Among the entries below, find the lines with the word "meet" and copy them.

┏━━

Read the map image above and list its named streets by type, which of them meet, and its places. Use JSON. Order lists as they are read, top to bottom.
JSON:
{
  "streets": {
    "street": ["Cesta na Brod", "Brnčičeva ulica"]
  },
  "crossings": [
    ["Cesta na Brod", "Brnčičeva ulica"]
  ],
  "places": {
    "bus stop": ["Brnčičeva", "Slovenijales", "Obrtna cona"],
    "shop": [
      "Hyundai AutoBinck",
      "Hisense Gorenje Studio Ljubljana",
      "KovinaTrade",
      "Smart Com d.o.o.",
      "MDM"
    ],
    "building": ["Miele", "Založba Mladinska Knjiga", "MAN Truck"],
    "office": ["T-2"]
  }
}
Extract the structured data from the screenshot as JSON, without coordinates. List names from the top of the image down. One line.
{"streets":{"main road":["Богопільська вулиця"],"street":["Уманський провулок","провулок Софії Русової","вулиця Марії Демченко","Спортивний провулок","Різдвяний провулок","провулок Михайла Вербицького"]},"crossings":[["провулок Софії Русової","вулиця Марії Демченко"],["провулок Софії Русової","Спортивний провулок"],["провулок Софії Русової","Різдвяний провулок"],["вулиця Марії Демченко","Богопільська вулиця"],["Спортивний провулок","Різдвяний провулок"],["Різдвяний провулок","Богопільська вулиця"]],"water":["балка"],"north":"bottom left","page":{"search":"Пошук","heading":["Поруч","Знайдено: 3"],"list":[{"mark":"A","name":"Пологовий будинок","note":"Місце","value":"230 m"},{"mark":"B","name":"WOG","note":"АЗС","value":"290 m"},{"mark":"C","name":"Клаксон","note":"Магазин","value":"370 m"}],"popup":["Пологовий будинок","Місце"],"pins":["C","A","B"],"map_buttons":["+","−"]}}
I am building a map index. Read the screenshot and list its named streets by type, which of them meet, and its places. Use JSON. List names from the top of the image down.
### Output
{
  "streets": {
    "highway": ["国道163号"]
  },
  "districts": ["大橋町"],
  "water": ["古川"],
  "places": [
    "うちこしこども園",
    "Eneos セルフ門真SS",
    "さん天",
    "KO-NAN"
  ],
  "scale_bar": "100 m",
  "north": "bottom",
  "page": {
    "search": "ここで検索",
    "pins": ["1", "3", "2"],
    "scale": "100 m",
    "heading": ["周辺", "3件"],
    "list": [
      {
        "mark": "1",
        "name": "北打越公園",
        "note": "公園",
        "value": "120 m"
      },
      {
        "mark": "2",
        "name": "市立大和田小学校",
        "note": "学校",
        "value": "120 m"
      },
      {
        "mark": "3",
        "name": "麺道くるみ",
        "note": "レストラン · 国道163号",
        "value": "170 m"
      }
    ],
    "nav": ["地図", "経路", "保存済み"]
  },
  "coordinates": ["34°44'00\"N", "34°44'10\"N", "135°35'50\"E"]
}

┗━━

ANSWER TO THE PROBLEM:
Read the map image above and list its named streets by type, which of them meet, and its places. Use JSON. Order lists as they are read, top to bottom.
I am building a map index. Read the screenshot and list its named streets by type, which of them meet, and its places. Use JSON. List names from the top of the image down.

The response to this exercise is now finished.